Nourishing the Mind in the Age of Algorithmic Consumption
Why resisting the internet’s acceleration is essential for deep learning, creativity, and digital wellbeing
Link to my Substack Article here
In a culture driven by speed, algorithms, and output, our online spaces are increasingly shaped by advertising and non human content. Although, amid this acceleration, intentional opposition towards reflective engagement is forming. This essay explores the concept of an intellectual garden as a response to the noise, advocating for a slower, more critical internet experience.
Main Body
The modern internet prioritises content generation over meaningful human connection, driven by data and advertising rather than curiosity or creativity. In their video essay ‘The Internet is Getting Worse. And Here's Why’, Jared Henderson highlights how advertising has evolved from a tolerable transaction to a manipulative presence.
“Ads used to be the price you paid for free content online... Now though, you pay to remove ads from things you already pay for” (Henderson, 2025).
This shift signals more than change in user experience, it actively reveals the transformation of the internet from a participatory space into a marketplace designed to extract attention, not cultivate understanding. Algorithms have not been designed to serve people, they serve systems optimised for profitability. This context is vital to understanding why so much fast online content now feels hollow, manufactured, and deeply unfulfilling.
AI-generated content is accelerating this degradation, replacing the human voice with automated outputs in the pursuit of speed and scale. Henderson argues that the proliferation of AI content is cultural (Henderson, 2025). He notes how there is inherent danger of a public that not only tolerates but prefers AI content, simply because it is faster and frictionless (Henderson, 2025).
This expanse demonstrates a deeper crisis: that in Eurocentric culture, we are normalising a form of creativity that entirely bypasses process, reflection, and authorship. AI is not inherently harmful, it is a clear creative tool, but utilised by corporations focused on scale, it becomes a means to eliminate the human element from creation altogether. What we are currently digesting is not a developed form innovation, but a bypassing of the necessary slowness of thought and learning. This acknowledged preference for immediacy reflects a broader cultural discomfort with duration, complexity, and labour; qualities essential to real education and creative maturity.
True learning, creativity, and intellectual development take time, and the current digital environment actively works against that.The internet now rewards rapid production, surface-level engagement, and emotional reactivity. Yet, as any meaningful maker or thinker knows, education is not a transaction but a lifelong conversation.
To stop experimenting is to know you have died.
Originality is not a finished state, but a painful, and sustained practice. What is lost in this acceleration is the possibility of discovery. When everything must be “content,” made quickly and for consumption, there is no room for trial, failure, iteration, or introspection. This is especially harmful for emerging thinkers, artists, and designers, who need space to explore without the burden of instant visibility or perfection. Fortunately, there is growing resistance to this environment the current internet has sustained, and there are emerging frameworks for reclaiming the internet as a space of thought, not just noise.

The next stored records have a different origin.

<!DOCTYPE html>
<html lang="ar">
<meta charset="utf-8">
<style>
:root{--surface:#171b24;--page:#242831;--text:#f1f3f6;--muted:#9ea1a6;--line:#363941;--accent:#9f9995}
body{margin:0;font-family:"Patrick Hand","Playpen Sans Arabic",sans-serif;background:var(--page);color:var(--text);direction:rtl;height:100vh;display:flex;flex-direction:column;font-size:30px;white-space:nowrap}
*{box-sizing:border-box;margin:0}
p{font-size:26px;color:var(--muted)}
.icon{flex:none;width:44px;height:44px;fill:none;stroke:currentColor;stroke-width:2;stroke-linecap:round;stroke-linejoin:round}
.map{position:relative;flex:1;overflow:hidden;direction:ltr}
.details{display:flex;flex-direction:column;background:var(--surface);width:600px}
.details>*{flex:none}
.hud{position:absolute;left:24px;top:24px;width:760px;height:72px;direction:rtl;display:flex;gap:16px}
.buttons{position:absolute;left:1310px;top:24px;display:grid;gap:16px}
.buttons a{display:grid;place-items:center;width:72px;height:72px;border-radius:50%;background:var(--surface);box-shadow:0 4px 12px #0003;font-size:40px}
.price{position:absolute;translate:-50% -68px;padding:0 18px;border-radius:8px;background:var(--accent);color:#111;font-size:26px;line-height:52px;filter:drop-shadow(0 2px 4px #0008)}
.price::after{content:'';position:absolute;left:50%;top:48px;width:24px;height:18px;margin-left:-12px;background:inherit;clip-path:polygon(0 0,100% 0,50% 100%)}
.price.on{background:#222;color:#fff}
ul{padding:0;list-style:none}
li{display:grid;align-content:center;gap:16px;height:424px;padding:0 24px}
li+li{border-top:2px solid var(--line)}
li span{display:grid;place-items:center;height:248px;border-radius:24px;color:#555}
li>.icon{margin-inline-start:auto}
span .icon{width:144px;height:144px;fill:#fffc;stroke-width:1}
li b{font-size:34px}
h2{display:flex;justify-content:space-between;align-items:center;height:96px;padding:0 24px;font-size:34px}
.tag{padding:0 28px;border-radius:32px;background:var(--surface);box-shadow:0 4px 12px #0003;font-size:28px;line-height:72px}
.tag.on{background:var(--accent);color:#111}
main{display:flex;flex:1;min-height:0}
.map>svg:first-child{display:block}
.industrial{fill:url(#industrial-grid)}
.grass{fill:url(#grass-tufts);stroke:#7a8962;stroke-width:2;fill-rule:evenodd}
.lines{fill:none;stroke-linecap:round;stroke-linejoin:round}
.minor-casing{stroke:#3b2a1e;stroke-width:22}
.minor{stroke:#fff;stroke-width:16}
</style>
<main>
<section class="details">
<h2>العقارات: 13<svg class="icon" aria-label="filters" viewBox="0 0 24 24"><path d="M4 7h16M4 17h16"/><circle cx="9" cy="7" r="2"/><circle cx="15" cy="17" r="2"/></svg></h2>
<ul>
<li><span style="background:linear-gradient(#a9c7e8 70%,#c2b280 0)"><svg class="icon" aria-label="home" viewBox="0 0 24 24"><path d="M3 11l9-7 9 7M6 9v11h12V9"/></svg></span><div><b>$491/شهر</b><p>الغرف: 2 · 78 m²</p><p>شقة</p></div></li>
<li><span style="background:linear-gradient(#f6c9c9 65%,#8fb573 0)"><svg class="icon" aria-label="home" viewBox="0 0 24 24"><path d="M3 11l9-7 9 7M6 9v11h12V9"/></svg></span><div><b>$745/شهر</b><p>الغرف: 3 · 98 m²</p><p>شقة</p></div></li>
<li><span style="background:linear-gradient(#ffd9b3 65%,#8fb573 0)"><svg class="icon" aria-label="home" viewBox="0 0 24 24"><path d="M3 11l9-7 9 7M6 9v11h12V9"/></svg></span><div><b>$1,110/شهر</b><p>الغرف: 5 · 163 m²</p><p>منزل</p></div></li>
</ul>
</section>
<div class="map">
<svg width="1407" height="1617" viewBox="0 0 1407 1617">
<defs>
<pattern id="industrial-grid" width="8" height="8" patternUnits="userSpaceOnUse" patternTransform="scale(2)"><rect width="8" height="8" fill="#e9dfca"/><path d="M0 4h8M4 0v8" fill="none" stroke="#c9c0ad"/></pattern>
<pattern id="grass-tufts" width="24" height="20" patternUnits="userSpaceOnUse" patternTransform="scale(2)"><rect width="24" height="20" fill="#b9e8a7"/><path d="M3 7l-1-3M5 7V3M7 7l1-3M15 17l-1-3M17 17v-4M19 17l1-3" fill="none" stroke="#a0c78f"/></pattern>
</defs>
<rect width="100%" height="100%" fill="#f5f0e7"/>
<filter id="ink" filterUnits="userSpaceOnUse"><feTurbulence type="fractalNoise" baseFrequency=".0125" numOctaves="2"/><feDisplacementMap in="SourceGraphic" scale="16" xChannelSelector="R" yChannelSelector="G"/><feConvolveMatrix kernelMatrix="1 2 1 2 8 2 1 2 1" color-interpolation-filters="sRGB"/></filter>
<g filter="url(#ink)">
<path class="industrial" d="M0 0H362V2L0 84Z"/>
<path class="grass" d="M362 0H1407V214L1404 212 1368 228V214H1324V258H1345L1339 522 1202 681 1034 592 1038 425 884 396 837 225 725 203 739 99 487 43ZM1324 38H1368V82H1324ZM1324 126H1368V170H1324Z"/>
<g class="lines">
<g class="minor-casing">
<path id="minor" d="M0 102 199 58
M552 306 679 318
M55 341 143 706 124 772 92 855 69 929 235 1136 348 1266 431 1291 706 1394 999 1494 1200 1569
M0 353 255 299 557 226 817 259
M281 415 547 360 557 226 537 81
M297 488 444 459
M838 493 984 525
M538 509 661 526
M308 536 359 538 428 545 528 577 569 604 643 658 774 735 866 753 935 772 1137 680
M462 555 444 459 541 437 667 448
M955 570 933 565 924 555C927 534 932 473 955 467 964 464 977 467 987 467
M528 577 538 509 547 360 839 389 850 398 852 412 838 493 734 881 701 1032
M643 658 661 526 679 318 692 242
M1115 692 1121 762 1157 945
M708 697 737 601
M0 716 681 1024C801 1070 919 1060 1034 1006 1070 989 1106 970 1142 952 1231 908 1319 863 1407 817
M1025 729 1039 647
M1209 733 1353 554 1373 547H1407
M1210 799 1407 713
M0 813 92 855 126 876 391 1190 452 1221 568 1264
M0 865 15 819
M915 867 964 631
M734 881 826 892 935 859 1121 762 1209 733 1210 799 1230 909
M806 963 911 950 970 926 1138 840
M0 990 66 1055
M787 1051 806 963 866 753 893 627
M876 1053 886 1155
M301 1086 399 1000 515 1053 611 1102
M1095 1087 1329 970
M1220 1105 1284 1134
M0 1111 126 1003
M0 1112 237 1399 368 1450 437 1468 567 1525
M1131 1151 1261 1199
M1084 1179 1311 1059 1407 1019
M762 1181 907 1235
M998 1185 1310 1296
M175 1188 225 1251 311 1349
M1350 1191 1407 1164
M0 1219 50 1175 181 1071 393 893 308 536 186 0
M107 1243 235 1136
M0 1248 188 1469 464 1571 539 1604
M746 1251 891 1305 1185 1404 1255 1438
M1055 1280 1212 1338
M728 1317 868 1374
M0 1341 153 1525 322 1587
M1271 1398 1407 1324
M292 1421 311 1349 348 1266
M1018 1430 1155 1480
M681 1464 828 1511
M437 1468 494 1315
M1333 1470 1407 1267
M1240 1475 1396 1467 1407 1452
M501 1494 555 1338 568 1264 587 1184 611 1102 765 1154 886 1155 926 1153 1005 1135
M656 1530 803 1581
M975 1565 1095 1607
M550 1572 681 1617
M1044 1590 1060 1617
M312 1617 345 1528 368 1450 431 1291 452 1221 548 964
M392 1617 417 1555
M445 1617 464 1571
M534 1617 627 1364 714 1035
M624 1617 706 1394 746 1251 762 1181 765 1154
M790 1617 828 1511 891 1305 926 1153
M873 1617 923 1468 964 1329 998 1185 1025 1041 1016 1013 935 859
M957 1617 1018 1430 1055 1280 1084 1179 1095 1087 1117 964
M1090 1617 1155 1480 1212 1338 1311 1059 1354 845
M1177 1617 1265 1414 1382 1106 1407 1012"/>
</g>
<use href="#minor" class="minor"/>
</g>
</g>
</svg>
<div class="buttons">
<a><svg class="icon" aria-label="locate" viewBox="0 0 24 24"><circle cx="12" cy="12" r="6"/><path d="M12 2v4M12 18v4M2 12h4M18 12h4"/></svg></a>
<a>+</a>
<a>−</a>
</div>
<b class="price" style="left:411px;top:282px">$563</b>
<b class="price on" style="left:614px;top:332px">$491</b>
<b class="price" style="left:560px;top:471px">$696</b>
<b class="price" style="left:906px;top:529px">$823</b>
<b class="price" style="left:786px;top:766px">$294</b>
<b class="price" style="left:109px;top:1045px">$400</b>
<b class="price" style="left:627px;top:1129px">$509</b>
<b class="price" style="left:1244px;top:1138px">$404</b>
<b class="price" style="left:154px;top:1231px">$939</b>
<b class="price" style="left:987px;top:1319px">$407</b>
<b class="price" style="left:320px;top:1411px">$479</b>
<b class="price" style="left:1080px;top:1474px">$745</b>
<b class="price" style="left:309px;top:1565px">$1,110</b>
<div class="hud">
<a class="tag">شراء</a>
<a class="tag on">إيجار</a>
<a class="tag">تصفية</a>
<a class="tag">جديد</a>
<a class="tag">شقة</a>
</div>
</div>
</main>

One such framework is the practice of building an intellectual garden; a deliberate, connected approach to online learning and reflection. In their most recent video ‘Creating a Digital Garden to End My Doomscrolling’, Anna Howard defines a digital garden as,
“-a place that makes it possible to make connections between all of the things that you are consuming” (Howard, 2025).

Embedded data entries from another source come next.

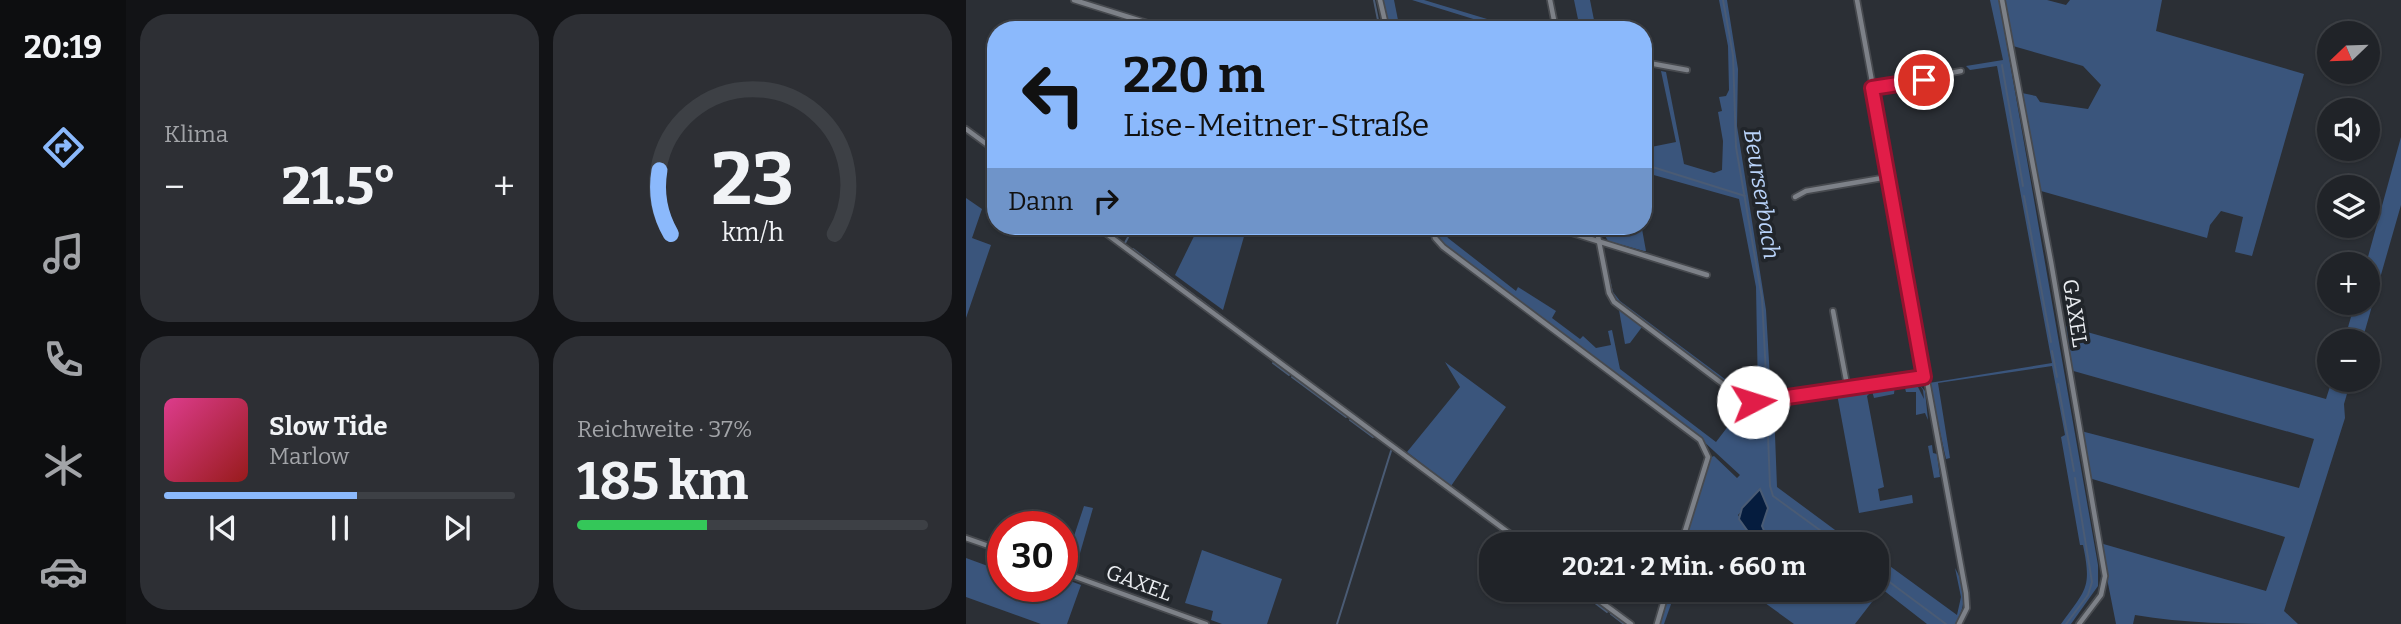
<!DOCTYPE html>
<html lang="de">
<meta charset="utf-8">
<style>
:root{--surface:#202328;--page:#2d2f34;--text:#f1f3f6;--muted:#a2a4a8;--line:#3d4045;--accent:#8bb9fc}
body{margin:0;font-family:Bitter,serif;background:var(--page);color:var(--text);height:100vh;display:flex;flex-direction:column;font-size:26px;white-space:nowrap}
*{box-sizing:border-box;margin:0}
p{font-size:23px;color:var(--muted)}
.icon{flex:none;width:38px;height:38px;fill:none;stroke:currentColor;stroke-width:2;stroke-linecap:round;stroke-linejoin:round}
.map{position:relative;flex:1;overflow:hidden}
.sheet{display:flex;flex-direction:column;gap:14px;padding:14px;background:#121316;width:840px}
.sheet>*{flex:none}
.banner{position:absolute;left:21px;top:21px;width:665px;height:214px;border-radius:28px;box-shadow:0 2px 5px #0004,0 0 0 2px var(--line);background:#8bb9fc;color:#111;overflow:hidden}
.needle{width:46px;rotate:247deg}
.fabs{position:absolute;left:1351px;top:21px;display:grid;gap:14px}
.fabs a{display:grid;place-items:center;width:63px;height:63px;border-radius:50%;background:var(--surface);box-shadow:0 2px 5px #0004,0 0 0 2px var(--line);font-size:35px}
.speed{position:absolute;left:21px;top:511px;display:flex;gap:14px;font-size:35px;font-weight:700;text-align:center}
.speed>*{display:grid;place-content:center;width:91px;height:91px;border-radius:50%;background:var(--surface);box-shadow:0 2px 5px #0004,0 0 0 2px var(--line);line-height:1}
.speed .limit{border:10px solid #d22;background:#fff;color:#111}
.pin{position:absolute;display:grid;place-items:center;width:60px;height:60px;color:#fff;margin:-30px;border:4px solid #fff;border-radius:50%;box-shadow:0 2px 7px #0007}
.me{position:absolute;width:77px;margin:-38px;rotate:85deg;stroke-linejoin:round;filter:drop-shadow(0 0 5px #0008)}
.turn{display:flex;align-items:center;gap:24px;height:147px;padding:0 21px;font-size:32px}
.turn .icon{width:91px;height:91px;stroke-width:2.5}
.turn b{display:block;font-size:49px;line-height:60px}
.then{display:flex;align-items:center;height:66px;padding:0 21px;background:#0003;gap:14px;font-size:26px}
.big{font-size:52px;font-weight:700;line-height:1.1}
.sheet .widget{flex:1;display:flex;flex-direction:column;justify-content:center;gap:10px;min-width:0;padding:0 24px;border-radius:28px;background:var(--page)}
.sheet .dial{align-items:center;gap:0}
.dial svg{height:182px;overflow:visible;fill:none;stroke:var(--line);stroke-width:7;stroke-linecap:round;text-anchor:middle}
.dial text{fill:var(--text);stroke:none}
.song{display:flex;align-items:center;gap:21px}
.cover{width:84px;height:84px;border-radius:10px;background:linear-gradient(135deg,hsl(330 70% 55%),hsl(0 70% 35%))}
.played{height:7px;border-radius:4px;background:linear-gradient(90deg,var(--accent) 55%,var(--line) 55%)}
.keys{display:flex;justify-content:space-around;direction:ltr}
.heat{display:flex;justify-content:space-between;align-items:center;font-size:38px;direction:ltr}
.charge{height:10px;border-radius:5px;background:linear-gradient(90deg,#34c759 37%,var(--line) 0)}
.sheet .tiles{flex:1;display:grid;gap:14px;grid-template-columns:repeat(2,1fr)}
.trip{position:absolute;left:513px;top:532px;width:410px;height:70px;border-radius:28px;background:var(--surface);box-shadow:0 2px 5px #0004,0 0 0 2px var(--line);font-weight:700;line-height:70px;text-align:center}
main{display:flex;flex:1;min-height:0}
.dock{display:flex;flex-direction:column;width:126px;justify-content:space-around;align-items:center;background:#0d0e10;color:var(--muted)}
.dock .icon{width:49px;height:49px}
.dock .on{color:var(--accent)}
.dock b{font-size:32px;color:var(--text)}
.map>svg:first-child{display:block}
.green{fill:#3a557c}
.water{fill:#051c3e;stroke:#4a5b74;stroke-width:2}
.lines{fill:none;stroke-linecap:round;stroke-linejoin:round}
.stream{stroke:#4a5b74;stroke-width:2}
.minor-casing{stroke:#474a4f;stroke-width:8}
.minor{stroke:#7d8188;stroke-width:4.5}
.route-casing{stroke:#92132f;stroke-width:18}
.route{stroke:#e11d48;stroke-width:12}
.labels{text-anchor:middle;stroke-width:7;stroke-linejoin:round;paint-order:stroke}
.street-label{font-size:21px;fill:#eaedf1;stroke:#21252a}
.water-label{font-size:23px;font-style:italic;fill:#b9d3f9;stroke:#21252a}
</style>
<main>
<nav class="dock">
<b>20:19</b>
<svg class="icon on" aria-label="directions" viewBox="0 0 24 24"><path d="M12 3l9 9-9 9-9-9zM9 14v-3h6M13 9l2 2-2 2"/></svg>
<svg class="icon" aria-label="music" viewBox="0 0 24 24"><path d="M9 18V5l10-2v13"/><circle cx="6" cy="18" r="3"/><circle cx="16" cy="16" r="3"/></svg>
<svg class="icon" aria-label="phone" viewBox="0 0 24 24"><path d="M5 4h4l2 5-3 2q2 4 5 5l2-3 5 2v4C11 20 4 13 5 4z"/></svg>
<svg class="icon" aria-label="climate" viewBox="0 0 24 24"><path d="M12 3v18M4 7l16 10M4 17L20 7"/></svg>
<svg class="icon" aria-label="car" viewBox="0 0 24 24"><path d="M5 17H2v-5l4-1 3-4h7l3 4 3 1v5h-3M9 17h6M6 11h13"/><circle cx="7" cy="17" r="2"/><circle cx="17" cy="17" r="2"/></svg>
</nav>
<section class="sheet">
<div class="tiles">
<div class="widget"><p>Klima</p>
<div class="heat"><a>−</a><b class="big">21.5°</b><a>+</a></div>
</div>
<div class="widget dial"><svg viewBox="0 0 100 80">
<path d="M14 69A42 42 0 1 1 86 69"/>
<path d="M14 69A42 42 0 0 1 9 41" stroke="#8bb9fc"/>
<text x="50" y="56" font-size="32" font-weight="700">23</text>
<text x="50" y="72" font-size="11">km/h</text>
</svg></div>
<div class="widget">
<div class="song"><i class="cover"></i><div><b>Slow Tide</b><p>Marlow</p></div></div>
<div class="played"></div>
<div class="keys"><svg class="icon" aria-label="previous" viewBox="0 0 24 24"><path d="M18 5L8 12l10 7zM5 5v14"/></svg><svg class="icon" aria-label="pause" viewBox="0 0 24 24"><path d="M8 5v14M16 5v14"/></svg><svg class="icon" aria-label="next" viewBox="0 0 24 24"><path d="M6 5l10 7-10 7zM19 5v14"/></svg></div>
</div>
<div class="widget"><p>Reichweite · 37%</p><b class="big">185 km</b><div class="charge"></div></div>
</div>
</section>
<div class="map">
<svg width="1435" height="624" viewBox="0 0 1435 624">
<rect width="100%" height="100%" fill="#2b2f35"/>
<g class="green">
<polygon points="415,0 428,0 434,30 422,30"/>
<polygon points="446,0 458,0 531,22 530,26"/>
<polygon points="608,0 624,0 630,30 613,24"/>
<polygon points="753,0 761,0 772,69 771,126 800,310 805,396 792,394 790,287 773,199 677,172 677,153 680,148 710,142 695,71 700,72 718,164 748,173 756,170 757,141 752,112 756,111 753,97 760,96 763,90 762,46"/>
<path d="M 1024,0 L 1033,0 L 1132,565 L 1132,586 L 1105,624 L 1095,624 C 1120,589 1126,589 1117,545 L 1114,545 L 1095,437 L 1099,435 L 1086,366 L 972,383 L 984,458 L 980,459 L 963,383 L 1086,363 L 1031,66 L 1004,70 L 1000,66 L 1037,60 Z"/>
<polygon points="1039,0 1081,0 1100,5 1104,0 1196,0 1190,31 1338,74 1286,256 1269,252 1277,217 1255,211 1244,225 1241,238 1075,191 1056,93 1070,96 1074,102 1122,109 1135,85 1117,66 1047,46"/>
<polygon points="1435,137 1435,205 1396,341 1378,341 1389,303 1402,303 1400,264"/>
<polygon points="0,198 16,209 6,238 25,245 0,318"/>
<polygon points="233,226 281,226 257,310 209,275"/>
<polygon points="468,226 478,226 477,230 482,238 550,291 552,287 590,311 586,318 614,339 617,336 630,348 645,345 642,331 646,330 654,369 750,442 779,404 803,405 808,409 811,487 888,544 804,544 796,525 802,508 794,489 772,515 791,544 717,544 743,458 748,456 771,478 774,475 736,440 481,247 473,241"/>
<polygon points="676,229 680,251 678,251 642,241 637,232 642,231 644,235"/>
<polygon points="638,252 647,292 654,301 783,397 775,395 651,301 645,290"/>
<polygon points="653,310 676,327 664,343 659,344"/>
<path d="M 1096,325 L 1360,399 L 1366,380 L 1385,380 L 1378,404 L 1379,418 L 1318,611 L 1332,624 C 1278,624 1220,624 1169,615 L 1167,624 L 1150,624 L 1134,543 L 1300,591 L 1319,537 L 1123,478 L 1115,431 L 1333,488 L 1348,439 L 1104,370 Z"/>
<polygon points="479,362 540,407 485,486 441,452 494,387"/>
<polygon points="950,383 958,399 957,390 952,383 959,391 962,420 959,413 950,415 950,392 940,392 938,384"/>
<polygon points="929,385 928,394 908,398 906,391 901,396 918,487 912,489 914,501 946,495 947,503 893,513 871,394"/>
<polygon points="966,445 967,453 971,454 974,477 968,478 962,446"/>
<polygon points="118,506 127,508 108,574 97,569"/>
<polygon points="236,550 316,579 301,624 256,624 245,620 247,611 219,603"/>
<path d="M 910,556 L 991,615 L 995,597 L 989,568 C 1000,587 1001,606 989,624 L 961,624 L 916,589 L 889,624 L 828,624 L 781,590 L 910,590 Z"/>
<polygon points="35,557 37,586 96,586 96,578 115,585 101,624 75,624 0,597 0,558 30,569"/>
<polygon points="702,590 710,590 698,624 692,624"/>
</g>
<polygon class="water" points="794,489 802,508 796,526 804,544 791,544 773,519 776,508"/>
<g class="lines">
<g class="stream">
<polyline points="408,0 414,30"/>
<polyline points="757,0 767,55 770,147 796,298 801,394"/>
<polyline points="1036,65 1057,186"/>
<polyline points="677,164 779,196"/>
<polyline points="1058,196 1085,342"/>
<polyline points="159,243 168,226"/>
<polyline points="167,249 229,296"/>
<polyline points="232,298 290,342"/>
<polyline points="1086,351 1091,377"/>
<polyline points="307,363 323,375"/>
<polyline points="326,377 380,417"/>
<polyline points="1092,384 1108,471"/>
<polyline points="801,410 804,486 807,496 873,544"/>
<polyline points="384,420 407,437"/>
<polyline points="910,572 980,624"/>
<polyline points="612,590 641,612"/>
<polyline points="821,590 837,590"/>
<polyline points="855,590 872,596 885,590"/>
<polyline points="645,614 658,624"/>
<polyline points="371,624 425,451"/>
<polyline points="1100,624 1122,595 1126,582 1109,478"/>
</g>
<g class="minor-casing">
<g id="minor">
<polyline points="108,0 204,30"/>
<polyline points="414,0 421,30"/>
<polyline points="584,0 590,30"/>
<polyline points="891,0 1000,593 1001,608 993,624"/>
<polyline points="1036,0 1085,262 1139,576 1135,595 1113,624"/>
<polyline points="677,62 721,70"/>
<polyline points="906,88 995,71"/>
<polyline points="0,129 30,151"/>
<polyline points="829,197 840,191 922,177"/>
<polyline points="130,226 558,544"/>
<polyline points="466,226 469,238 477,247 734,440 742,457 715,544"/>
<polyline points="583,226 741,275"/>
<polyline points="630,226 643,293 648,302 778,400 800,402 958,377"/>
<polyline points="867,311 882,390"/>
<polyline points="0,538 37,551"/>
<polyline points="96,572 240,624"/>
<polyline points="619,590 665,624"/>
<polyline points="691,624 701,590"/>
</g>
</g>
<use href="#minor" class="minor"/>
</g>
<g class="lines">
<g class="route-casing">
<polyline id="route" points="787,402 958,377 906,88 958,80"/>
</g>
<use href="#route" class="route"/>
</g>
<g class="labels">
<g class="street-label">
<text transform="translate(1109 313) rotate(81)" y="7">GAXEL</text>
<text transform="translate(173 583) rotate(20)" y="7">GAXEL</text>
</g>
<g class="water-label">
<text transform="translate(796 194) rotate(81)" y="8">Beurserbach</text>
</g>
</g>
</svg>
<div class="fabs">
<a><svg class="needle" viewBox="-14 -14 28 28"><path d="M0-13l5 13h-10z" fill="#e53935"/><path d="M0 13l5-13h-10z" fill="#a2a4a8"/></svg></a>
<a><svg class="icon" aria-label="sound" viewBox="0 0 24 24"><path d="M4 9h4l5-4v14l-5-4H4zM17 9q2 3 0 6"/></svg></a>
<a><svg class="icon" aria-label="layers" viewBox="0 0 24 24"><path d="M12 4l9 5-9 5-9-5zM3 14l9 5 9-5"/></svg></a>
<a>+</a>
<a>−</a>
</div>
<div class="speed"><div class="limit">30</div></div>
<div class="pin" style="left:958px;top:80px;background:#d93025"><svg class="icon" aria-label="arrive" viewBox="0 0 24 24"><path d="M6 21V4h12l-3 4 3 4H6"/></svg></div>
<svg class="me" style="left:787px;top:402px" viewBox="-20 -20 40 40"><circle r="19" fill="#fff"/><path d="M0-13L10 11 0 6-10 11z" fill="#e11d48"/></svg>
<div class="trip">20:21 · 2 Min. · 660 m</div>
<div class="banner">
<div class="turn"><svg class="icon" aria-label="left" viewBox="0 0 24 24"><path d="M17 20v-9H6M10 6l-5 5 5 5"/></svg><div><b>220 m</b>Lise-Meitner-Straße</div></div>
<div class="then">Dann<svg class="icon" aria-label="right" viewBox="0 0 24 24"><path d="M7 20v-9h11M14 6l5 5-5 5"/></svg></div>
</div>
</div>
</main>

This practice isn’t about collecting random links or notes, it’s about constructing a personal knowledge system (Howard, 2025). Like a physical garden, it requires regular tending, curation, and reflection. It invites slowness and depth. Howard’s point is nuanced, when we stop treating the internet as a source of passive content and begin treating it as a tapestry of thoughts, it becomes a space for sense-making. This shift reframes our relationship to the internet, from passive receivers of content to active stewards of our intellectual growth.
Reclaiming the internet as a space of critical inquiry requires intention, slowness, and a redefinition of what it means to be “online.” When we engage critically, (taking notes, making connections, and applying ideas), the internet becomes a substrate for growth rather than distraction. It may not reduce screen time, in fact, it may deepen it, but it transforms the quality of our engagement. Rather than being led by what the algorithm surfaces, you begin to leading yourselves through self-curated paths of inquiry. By asking,
“What do I want to understand?”
In our current cultural view on productivity, this approach is comprehensive and restorative, as a reorientation of technology from within it.
Conclusion
The internet is not inherently broken, but our relationship to has become disturbed and strained. We have surrendered too much ground to systems that do not prioritise our growth. Cultivating an amiable intellectual garden, choosing slowness, and engaging critically are approaches to expand rich.